Brian Scott dominates but comes up short at Richmond

Richard Childress Racing driver, Brian Scott, had only led 38 laps in his Nationwide Series career before the Virginia 529 College Savings 250 at Richmond International Raceway.

Tonight, however, he dominated, leading 240 of 250 laps yet still came up short due to a controversial late race restart. Eventual race winner Brad Keselowski, took the lead with ten laps to go, when it appeared to team owner Richard Childress that Keselowski beat Scott to the line. Childress asked his team over the radio, “The 22 beat us to the line, is somebody hollering about that?”

Later, on the last restart of the night with six laps to go, Keselowski hit the gas two car lengths before the restart line. Scott complained, but the complaint fell on deaf ears. No call was made, and Keselowski easily drove to victory in the Nationwide Series’ 1,000th race.
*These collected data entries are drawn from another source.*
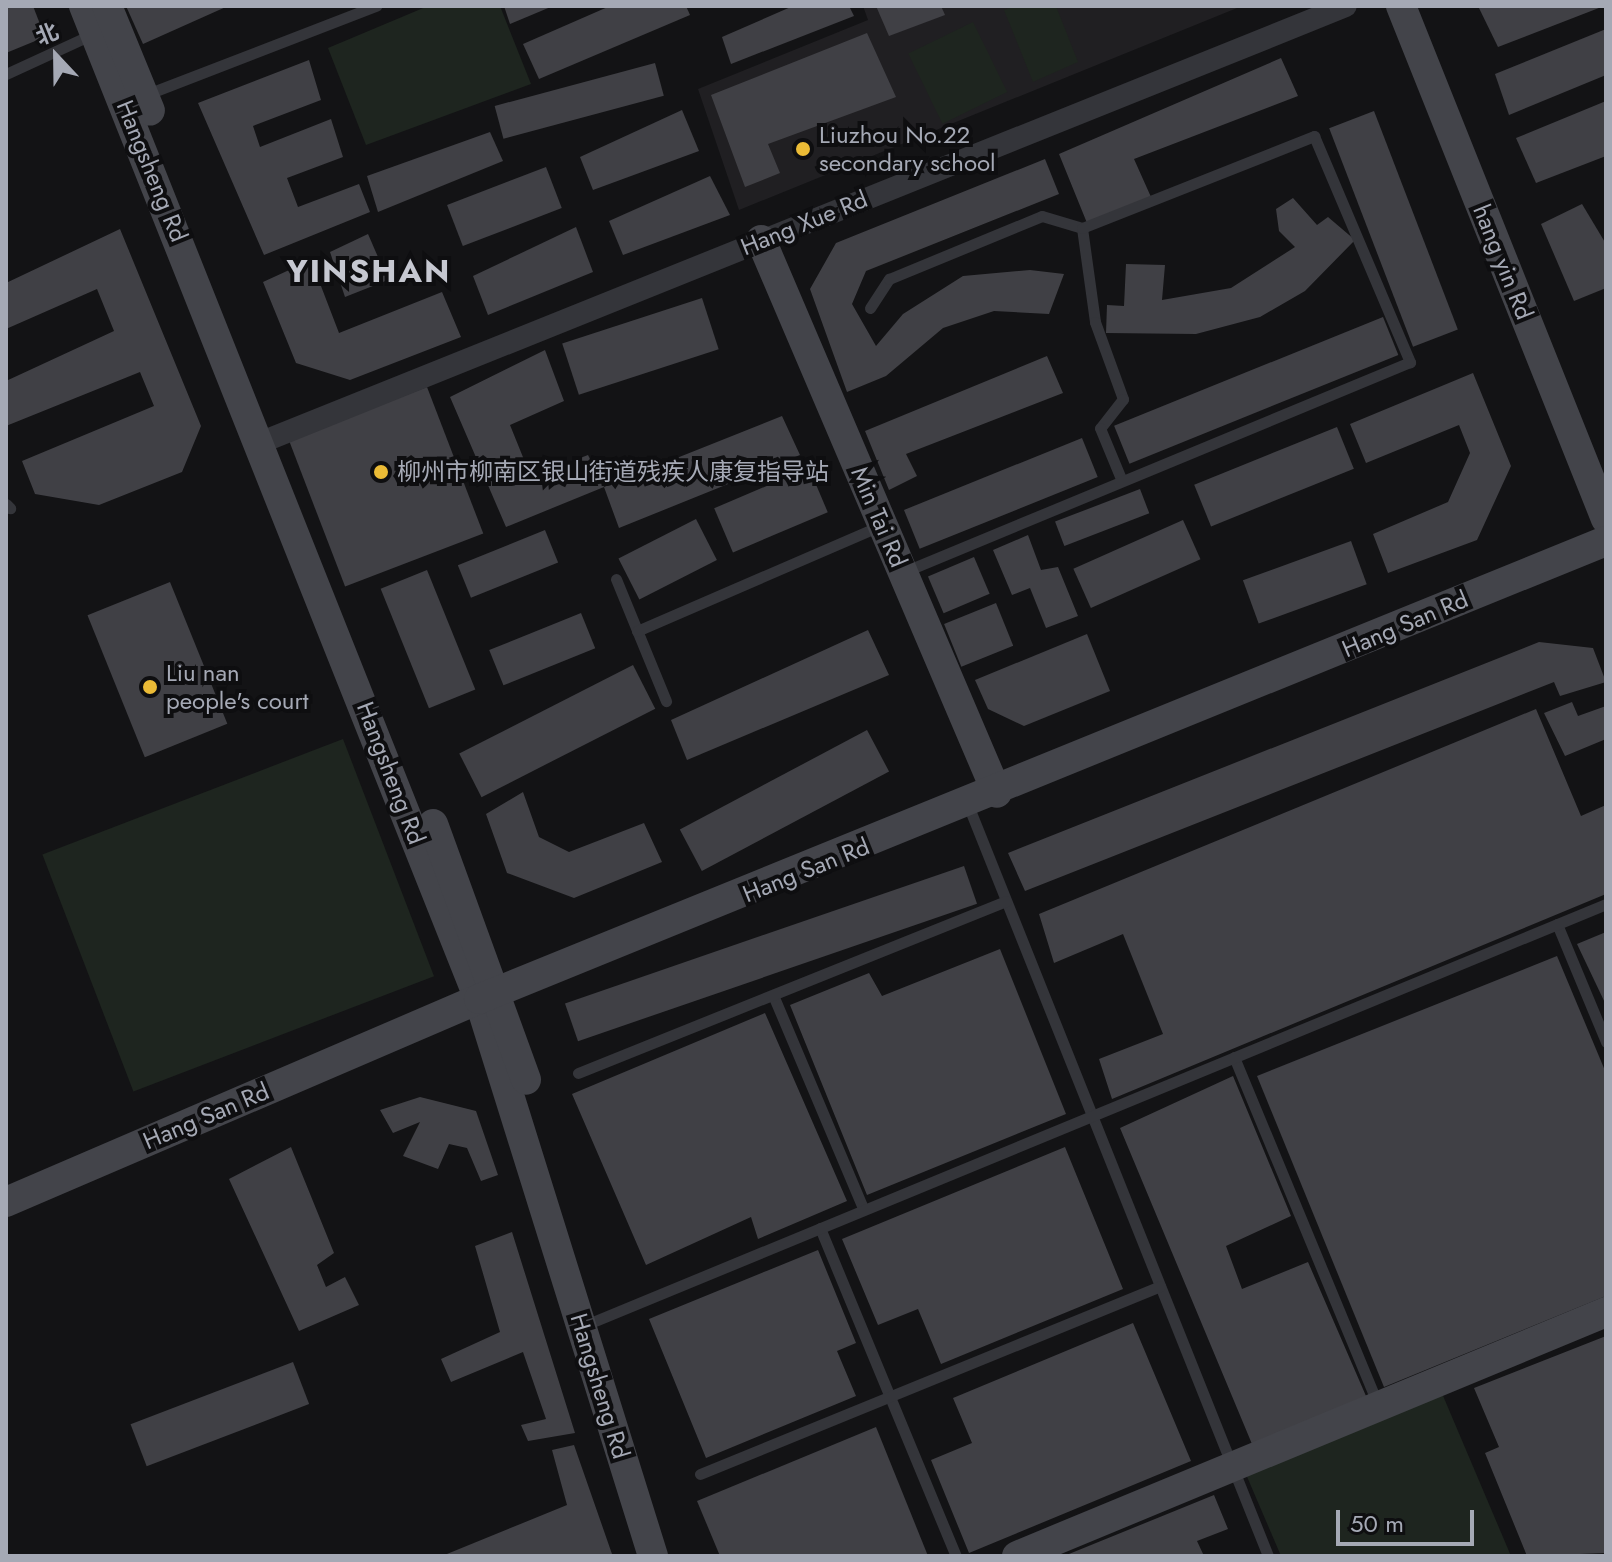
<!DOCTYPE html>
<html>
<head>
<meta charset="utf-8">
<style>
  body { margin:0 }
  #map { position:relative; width:1612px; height:1562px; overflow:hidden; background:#131315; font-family:Jost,"Noto Sans SC",sans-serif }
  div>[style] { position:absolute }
  .built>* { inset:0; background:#201f22 }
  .green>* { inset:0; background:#1e251f; transform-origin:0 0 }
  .building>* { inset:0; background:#404045; transform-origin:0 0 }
  .lane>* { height:11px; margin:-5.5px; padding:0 5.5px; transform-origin:5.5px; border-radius:5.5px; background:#34353a }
  .street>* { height:22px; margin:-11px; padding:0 11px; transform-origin:11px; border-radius:11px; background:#34353a }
  .secondary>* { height:30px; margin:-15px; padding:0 15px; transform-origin:15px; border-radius:15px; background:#43444a }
  .dots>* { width:22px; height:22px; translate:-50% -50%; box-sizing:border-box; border:4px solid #0e0e10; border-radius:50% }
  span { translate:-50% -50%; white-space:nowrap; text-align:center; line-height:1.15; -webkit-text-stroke:8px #0e0e10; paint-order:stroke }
  .poi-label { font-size:24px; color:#a5a9b5 }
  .left { translate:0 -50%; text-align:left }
  .street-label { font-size:24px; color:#a5a9b5 }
  .district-label { font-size:32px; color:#c6c8d1; font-weight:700; letter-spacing:2px }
  .frame { position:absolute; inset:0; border:8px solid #a5a9b5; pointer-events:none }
  .north { position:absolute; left:16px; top:16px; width:80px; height:80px; -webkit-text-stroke:6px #0e0e10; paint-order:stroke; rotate:338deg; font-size:22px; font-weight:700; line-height:32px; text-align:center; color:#a5a9b5 }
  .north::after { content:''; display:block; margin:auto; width:28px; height:36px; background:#a5a9b5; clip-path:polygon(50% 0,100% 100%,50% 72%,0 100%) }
  .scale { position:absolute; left:1336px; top:1510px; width:138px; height:36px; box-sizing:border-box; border:4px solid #a5a9b5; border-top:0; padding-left:10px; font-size:24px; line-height:28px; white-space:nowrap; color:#a5a9b5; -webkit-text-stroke:6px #0e0e10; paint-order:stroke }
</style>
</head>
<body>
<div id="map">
  <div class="built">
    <i style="clip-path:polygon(863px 6px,1242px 6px,739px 210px,698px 89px,868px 20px)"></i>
  </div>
  <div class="green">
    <i style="clip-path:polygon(428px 6px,500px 6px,531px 84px,366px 145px,328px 48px)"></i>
    <i style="clip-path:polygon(1015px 6px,1056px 6px,1078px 62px,1033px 82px,1004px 10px)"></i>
    <i style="left:973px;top:22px;width:78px;height:72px;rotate:64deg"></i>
    <i style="left:343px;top:739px;width:254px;height:322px;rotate:69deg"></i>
    <i style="clip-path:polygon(1441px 1391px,1511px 1556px,1281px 1556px,1245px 1472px)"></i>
  </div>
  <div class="building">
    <i style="clip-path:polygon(6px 6px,33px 6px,45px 37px,6px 53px)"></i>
    <i style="clip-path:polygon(126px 6px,228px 6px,143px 44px)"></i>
    <i style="clip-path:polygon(504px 6px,553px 6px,510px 24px)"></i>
    <i style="clip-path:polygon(610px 6px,686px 6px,690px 15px,539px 79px,523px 44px)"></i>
    <i style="clip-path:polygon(793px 6px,849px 6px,854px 16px,731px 64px,722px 37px)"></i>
    <i style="clip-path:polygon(876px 6px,941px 6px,945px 15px,889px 36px)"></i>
    <i style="clip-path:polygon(1478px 6px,1604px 6px,1498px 47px)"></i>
    <i style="clip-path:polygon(1606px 29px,1606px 75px,1509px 115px,1495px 74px)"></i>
    <i style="clip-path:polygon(867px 33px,896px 97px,768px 144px,780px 173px,745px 187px,711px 95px)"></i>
    <i style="clip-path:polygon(1281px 58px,1298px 96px,1134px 159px,1151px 197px,1087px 223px,1059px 154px)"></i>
    <i style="clip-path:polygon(309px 60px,321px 100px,253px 126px,260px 147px,331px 119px,343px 157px,287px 178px,298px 207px,359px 184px,370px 212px,264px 255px,198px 103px)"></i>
    <i style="left:655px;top:63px;width:34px;height:166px;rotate:75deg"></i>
    <i style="clip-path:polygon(1606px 101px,1606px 156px,1536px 183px,1516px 138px)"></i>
    <i style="clip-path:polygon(682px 110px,699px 151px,593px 190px,580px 157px)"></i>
    <i style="left:1374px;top:111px;width:234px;height:48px;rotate:69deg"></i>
    <i style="clip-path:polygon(490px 132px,503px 161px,378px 212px,367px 176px)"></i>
    <i style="clip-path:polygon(1045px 159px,1059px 194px,866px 271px,852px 304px,876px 346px,903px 314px,963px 276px,1030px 270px,1064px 274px,1049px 314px,994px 311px,943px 328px,886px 376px,847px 392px,810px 289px,836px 243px)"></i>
    <i style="left:546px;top:167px;width:44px;height:106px;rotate:69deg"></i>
    <i style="clip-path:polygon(710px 176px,730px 215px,623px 255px,609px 221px)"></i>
    <i style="clip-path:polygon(1293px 198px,1317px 225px,1328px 217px,1355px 240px,1305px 291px,1260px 317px,1196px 334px,1106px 333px,1107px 305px,1124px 306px,1126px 264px,1165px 265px,1162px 300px,1231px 288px,1295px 247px,1279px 231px,1276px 209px)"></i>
    <i style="clip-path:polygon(1582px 204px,1606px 244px,1606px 288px,1574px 301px,1541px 224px)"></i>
    <i style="clip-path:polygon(576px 227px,593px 272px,488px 315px,473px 276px)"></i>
    <i style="clip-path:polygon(120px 229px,201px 426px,182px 472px,99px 505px,35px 494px,22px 461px,154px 406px,140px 372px,6px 426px,6px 381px,114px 331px,97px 289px,6px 329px,6px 283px)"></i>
    <i style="clip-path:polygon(368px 234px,388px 280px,345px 297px,330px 252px)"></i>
    <i style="clip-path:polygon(311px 260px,339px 333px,442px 292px,461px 337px,350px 380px,296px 363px,263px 282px)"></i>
    <i style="left:702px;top:298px;width:54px;height:147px;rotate:72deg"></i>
    <i style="left:1383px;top:317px;width:41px;height:290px;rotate:68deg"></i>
    <i style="clip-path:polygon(545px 350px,564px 401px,510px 425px,531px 477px,588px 455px,604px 487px,782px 416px,800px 455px,619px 528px,604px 487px,506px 527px,450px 397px)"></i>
    <i style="clip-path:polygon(1047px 356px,1063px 393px,906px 454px,917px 476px,889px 490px,865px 431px)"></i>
    <i style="clip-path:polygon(1473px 373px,1511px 466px,1477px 540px,1388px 573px,1373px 534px,1448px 502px,1470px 453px,1459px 425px,1366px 463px,1350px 424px)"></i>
    <i style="left:427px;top:387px;width:157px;height:148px;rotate:69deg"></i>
    <i style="left:1337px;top:427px;width:45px;height:154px;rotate:68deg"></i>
    <i style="left:1082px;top:438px;width:42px;height:192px;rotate:68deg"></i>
    <i style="left:809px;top:468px;width:48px;height:103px;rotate:67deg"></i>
    <i style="left:1140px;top:489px;width:26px;height:91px;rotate:69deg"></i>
    <i style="left:696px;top:519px;width:46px;height:87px;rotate:63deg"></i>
    <i style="left:1183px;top:520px;width:43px;height:120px;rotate:66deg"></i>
    <i style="left:545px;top:530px;width:35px;height:94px;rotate:68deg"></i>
    <i style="clip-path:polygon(1028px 535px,1041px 570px,1058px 567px,1078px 616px,1046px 628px,1030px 588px,1012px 595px,993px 550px)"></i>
    <i style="left:1351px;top:541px;width:46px;height:115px;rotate:70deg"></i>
    <i style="left:974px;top:557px;width:40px;height:50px;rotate:67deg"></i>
    <i style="left:427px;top:570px;width:129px;height:50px;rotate:68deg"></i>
    <i style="left:170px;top:582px;width:153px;height:89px;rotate:68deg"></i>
    <i style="left:996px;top:603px;width:46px;height:56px;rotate:68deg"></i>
    <i style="left:581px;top:613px;width:38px;height:99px;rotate:68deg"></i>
    <i style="clip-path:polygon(868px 630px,889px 675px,687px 760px,671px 720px)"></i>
    <i style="clip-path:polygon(1087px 634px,1110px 691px,1024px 726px,988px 709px,975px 680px)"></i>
    <i style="clip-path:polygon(1539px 642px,1593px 648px,1606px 682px,1560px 696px,1554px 682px,1025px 891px,1008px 853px)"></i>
    <i style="left:633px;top:665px;width:49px;height:195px;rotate:63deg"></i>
    <i style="clip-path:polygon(1572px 702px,1578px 716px,1606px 706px,1606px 739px,1565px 756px,1544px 713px)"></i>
    <i style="clip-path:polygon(1536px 709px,1581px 816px,1606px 805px,1606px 894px,1112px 1099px,1099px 1059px,1163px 1034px,1123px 934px,1054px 963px,1039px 914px)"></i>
    <i style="left:867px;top:730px;width:47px;height:212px;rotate:62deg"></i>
    <i style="clip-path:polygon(523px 792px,539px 837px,569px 852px,644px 823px,662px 862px,574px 898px,507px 873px,486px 814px)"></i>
    <i style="left:964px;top:866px;width:40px;height:422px;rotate:71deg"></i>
    <i style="clip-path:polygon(1606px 932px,1606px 1005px,1577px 944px)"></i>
    <i style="clip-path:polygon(1000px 949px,1066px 1114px,867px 1195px,790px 1005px,869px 973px,882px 996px)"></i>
    <i style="clip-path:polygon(1557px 956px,1606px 1073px,1606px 1296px,1384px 1387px,1257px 1076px)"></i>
    <i style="clip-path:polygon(765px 1013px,847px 1201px,758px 1239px,751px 1217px,646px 1265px,572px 1094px)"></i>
    <i style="clip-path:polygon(1233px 1076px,1291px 1216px,1226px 1246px,1242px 1289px,1308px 1262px,1366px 1396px,1252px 1444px,1120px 1128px)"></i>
    <i style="clip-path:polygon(420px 1097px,476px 1111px,498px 1175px,481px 1181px,467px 1148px,449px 1144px,438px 1169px,403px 1156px,420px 1122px,393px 1133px,380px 1110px)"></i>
    <i style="clip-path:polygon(291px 1147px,334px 1253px,317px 1265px,326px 1287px,345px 1277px,359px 1305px,299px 1331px,229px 1179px)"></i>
    <i style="clip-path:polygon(1065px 1147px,1123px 1289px,941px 1364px,918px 1309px,878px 1325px,842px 1239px)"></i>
    <i style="clip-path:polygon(512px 1232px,575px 1433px,528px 1441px,521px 1425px,546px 1419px,523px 1352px,451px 1382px,441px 1359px,500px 1332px,475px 1246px)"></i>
    <i style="clip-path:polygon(818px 1250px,856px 1343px,837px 1351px,856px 1396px,706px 1458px,649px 1319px)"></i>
    <i style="clip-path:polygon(1133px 1323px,1191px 1461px,969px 1553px,931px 1460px,972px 1443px,953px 1398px)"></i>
    <i style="clip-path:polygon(1606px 1336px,1606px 1553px,1527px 1556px,1485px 1453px,1499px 1447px,1474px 1388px)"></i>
    <i style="left:293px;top:1362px;width:45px;height:174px;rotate:69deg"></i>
    <i style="clip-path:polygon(876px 1427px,928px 1556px,720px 1556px,697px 1501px)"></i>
    <i style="clip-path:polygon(574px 1445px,612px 1554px,442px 1556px,567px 1505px,552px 1450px)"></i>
    <i style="clip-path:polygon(1214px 1495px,1228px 1529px,1197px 1541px,1204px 1556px,1064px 1556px)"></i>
  </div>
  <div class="lane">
    <i style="left:6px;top:74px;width:98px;rotate:-24.7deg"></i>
    <i style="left:145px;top:95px;width:248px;rotate:-21.1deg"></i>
    <i style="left:1082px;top:228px;width:95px;rotate:82.1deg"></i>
    <i style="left:1095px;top:322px;width:82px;rotate:70deg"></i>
    <i style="left:1123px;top:399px;width:37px;rotate:128deg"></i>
    <i style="left:1100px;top:428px;width:57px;rotate:67.5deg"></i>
    <i style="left:870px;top:308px;width:35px;rotate:-57deg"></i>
    <i style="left:889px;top:279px;width:165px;rotate:-22.4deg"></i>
    <i style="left:1042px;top:216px;width:42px;rotate:16.7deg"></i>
    <i style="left:1082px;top:228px;width:250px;rotate:-21.6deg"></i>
    <i style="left:1314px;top:136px;width:246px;rotate:67deg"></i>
    <i style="left:1410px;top:362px;width:546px;rotate:157.48deg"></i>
    <i style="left:6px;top:504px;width:6px;rotate:45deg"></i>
    <i style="left:616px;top:579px;width:132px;rotate:67.7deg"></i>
    <i style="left:637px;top:631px;width:267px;rotate:-23.4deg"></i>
    <i style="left:968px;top:805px;width:809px;rotate:68.22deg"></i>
    <i style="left:1557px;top:924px;width:128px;rotate:67.4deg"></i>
    <i style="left:773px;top:995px;width:233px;rotate:67.1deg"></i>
    <i style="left:1234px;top:1057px;width:376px;rotate:67.5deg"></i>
    <i style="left:578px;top:1073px;width:461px;rotate:-21.9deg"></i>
    <i style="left:820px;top:1228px;width:355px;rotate:67.5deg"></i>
    <i style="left:583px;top:1326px;width:1107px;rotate:-22.42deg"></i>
    <i style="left:700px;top:1474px;width:497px;rotate:-22.2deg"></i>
  </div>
  <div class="street">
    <i style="left:262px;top:442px;width:1168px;rotate:-21.91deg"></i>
  </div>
  <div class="secondary">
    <i style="left:84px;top:6px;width:1069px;rotate:68.31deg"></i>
    <i style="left:479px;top:999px;width:584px;rotate:72.65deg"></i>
    <i style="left:107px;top:6px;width:113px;rotate:67.7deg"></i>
    <i style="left:1401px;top:6px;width:552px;rotate:68.22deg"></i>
    <i style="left:761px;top:240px;width:601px;rotate:66.89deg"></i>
    <i style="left:433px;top:824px;width:272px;rotate:70deg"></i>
    <i style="left:6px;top:1202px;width:515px;rotate:-23.23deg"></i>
    <i style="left:479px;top:999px;width:1217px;rotate:-22.12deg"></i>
    <i style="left:1017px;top:1556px;width:638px;rotate:-22.5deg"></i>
  </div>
  <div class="dots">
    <i style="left:803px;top:149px;background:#ebbb36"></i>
    <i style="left:381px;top:472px;background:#ebbb36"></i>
    <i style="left:150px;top:687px;background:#ebbb36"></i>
  </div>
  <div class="poi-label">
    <span class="left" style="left:819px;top:149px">Liuzhou No.22<br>secondary school</span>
    <span class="left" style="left:397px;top:472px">柳州市柳南区银山街道残疾人康复指导站</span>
    <span class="left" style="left:166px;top:687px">Liu nan<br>people's court</span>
  </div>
  <div class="street-label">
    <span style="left:152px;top:171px;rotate:68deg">Hangsheng Rd</span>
    <span style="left:804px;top:223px;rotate:-22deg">Hang Xue Rd</span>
    <span style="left:1503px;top:262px;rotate:68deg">hang yin Rd</span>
    <span style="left:879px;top:517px;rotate:67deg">Min Tai Rd</span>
    <span style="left:1405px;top:624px;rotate:-23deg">Hang San Rd</span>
    <span style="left:391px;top:773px;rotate:69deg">Hangsheng Rd</span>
    <span style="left:806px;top:870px;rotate:-22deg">Hang San Rd</span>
    <span style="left:206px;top:1116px;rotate:-23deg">Hang San Rd</span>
    <span style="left:600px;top:1386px;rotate:73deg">Hangsheng Rd</span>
  </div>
  <div class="district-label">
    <span style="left:369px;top:271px">YINSHAN</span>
  </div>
  <div class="frame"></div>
  <div class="north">北</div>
  <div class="scale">50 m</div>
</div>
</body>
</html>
After the race, Scott said he was mostly mad at himself for not understanding the restart rules. When asked to ignore the controversy and focus on the first 239 laps of the race, Scott replied, “Fun, we had a great car and when you have a car like that it’s easy to lead that many laps. I haven’t had a car that good in my Nationwide career, I have had a couple of them in the truck series and that’s something to be proud of. We had a great showing here tonight, a great race. Um, you know Richmond, me and Richmond have a bittersweet love affair. Looking at replays from last one, obviously there was a pretty infamous incident that happened after that and obviously even with all the laps led, to lose one like that, I still feel the same afterwards.”

Tonight’s win made number five on the season for Keselowski and number ten for his team, Penske Racing. Keselowski commented about the controversy with Scott saying, “Well, first off, Brian Scott did a tremendous job today. He has a lot to be proud of. If he keeps running like he is, he will win races. I think I just caught him off guard. The restart box is a zone and we went right at the start of it and didn’t give him a second to catch up. That probably wasn’t key to victory but it sure didn’t hurt.”

Sam Hornish extended the series points lead to 16 points over Austin Dillon. Third place Regan Smith edges a little closer and is now 26 behind leader Hornish with Elliott Sadler just points back in fourth.

The series now heads to Chicagoland Speedway on September 14 for the Dollar General 300.